To investigate chromosome structural changes among rust species, we used P. triticina chromosomes as the reference genome to perform comparative analysis with high-quality genomes of five other rust species. By mapping the P. graminis, P. striiformis f. sp. tritici, and P. coronata f. sp. avenae chromosome sequences onto the P. triticina genome, we found that overall synteny existed between genomes and genes of these closely related species, and we identified multiple chromosomal rearrangements on different chromosomes, most of which were large inversions (Fig. 5A; Fig. S11). The irregular locations of rearrangements suggested that rearrangement events may occur randomly. In combination with the timescale of TEs of rust genomes in our analysis, the overall genome synteny between P. triticina and the other three Puccinia species should be attributed to homologous gene synteny rather than to TEs. Each chromosome of P. graminis, P. striiformis f. sp. tritici, and P. coronata f. sp. avenae had one matched chromosome in P. triticina (Fig. 5B), meaning that continual rearrangements occurred on each chromosome. These analyses suggested that frequent rearrangements of ancestral chromosomes probably led to the current karyotypes in these species.
P. triticina and P. graminis shared 10,637 syntenic genes of 5,326 pairs that accounted for 34.85% of their total genes. P. triticina and P. striiformis f. sp. tritici shared 9,422 syntenic genes of 4,756 pairs that accounted for 33.45% of their total genes. P. triticina and P. coronata f. sp. avenae shared 8,407 genes of 4,218 pairs that accounted for 28.58% of their total genes. A total of 5,317, 4,681, and 4,198 genes in P. triticina were syntenic to those of P. graminis, P. striiformis f. sp. tritici, and P. coronata f. sp. avenae, respectively. We used Ks values of gene pairs between syntenic blocks to evaluate gene divergence among these species. The mean Ks values of P. triticina-P. graminis, P. triticina-P. striiformis f. sp. tritici, and P. triticina-P. coronata f. sp. avenae were 1.22732, 1.88705, and 1.88731, respectively. These results showed the phylogenetic divergences of the four Puccinia species. The Ks comparisons of matched chromosomes of the three species and P. triticina showed that rearrangement may promote gene divergence; for example, gene divergence on chr13 was relatively greater (Fig. 5C; Fig. S12). Altogether, the comparisons suggested that rearrangements may lead to genetic innovations responsible for adaptation and/or speciation.

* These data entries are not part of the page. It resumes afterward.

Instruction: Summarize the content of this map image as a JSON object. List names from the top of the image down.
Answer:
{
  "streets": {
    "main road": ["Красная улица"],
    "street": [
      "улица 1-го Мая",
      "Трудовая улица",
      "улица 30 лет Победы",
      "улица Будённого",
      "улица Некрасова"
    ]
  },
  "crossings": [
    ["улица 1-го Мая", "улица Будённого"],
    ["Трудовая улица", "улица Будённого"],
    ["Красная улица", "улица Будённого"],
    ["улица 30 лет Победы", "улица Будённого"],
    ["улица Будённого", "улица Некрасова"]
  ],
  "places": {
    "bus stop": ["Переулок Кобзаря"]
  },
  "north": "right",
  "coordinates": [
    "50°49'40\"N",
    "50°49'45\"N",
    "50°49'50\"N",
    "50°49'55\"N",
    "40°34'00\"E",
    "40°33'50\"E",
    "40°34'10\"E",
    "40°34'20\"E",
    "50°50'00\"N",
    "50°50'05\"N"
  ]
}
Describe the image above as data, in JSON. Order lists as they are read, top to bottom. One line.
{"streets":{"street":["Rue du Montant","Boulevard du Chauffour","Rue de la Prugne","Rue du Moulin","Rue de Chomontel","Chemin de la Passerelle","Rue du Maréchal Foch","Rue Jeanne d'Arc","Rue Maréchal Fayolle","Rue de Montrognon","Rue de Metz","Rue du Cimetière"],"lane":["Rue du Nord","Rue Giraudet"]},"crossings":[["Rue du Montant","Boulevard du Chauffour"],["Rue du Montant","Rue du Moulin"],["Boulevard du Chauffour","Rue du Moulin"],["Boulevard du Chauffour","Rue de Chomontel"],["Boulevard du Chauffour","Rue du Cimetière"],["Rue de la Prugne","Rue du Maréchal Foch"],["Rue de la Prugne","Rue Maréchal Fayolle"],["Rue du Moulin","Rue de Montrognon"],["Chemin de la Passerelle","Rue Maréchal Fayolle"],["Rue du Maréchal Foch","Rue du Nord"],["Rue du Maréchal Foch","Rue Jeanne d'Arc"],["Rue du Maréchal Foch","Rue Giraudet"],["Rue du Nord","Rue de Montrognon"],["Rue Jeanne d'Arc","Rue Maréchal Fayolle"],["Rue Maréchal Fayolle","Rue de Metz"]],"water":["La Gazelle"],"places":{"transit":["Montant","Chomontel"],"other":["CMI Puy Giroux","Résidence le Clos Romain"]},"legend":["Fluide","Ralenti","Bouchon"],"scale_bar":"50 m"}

Subsequently, we detected chromosome structural changes of M. larici-populina and A. psidii from Melampsoraceae and Sphaerophragmiaceae, respectively, compared to P. triticina. For the M. larici-populina chromosome assembly, homologous genes were disordered compared to P. triticina chromosomes but were mostly clustered on each matched chromosome (Fig. 6A). Gene synteny identified retained signals of recurrent chromosome shuffling between M. larici-populina and P. triticina (Fig. S13A). No significant large rearrangement was observed, largely due to the larger phylogenetic distance between M. larici-populina and P. triticina. A high degree of gene order divergence may be attributed to recurrent rearrangements from their ancestral chromosomes. When the supersized assembly in A. psidii was compared to the P. triticina chromosomes, multiple chromosomal rearrangements were detected regardless of the effect of large numbers of TEs (Fig. 6B; Fig. S13B). This is likely due to the phylogenetic relationship between Sphaerophragmiaceae and Pucciniaceae. Chromosome structural changes in M. larici-populina and A. psidii suggested that rearrangements may exist extensively in a broad array of species in the rust lineage.
DISCUSSION
An accurate, chromosome-level phased genome is necessary to understand the biology and evolution of species, such as dikaryotic fungi. Previous genome projects have shown that Hi-C data appeared to be indispensable for the completion of chromosome-level and phased assembly in dikaryons as well as diploid organisms (15, 19–23). Using higher coverage (80×) of HiFi reads, we obtained a gapless, phased genome of P. triticina isolate Pt15 with hifiasm (10) and HERA (25), and its assembly quality was confirmed by high contiguity and accuracy. While Hi-C sequencing was unavailable in the current project, which limited the assessment of phase switches in the two haplotypes (9), the chromosomal structure and its quality in Pt15 were determined by multiple approaches, such as the assessment of genome data of other P. triticina isolates (9, 19) and the coverage of long reads in the two sets of chromosomes. Overall, this chromosome assembly presents the first gapless, phased genome for a dikaryotic rust fungus and provides a feasible strategy for resolving phased, chromosome-scale genomes of dikaryotic fungi.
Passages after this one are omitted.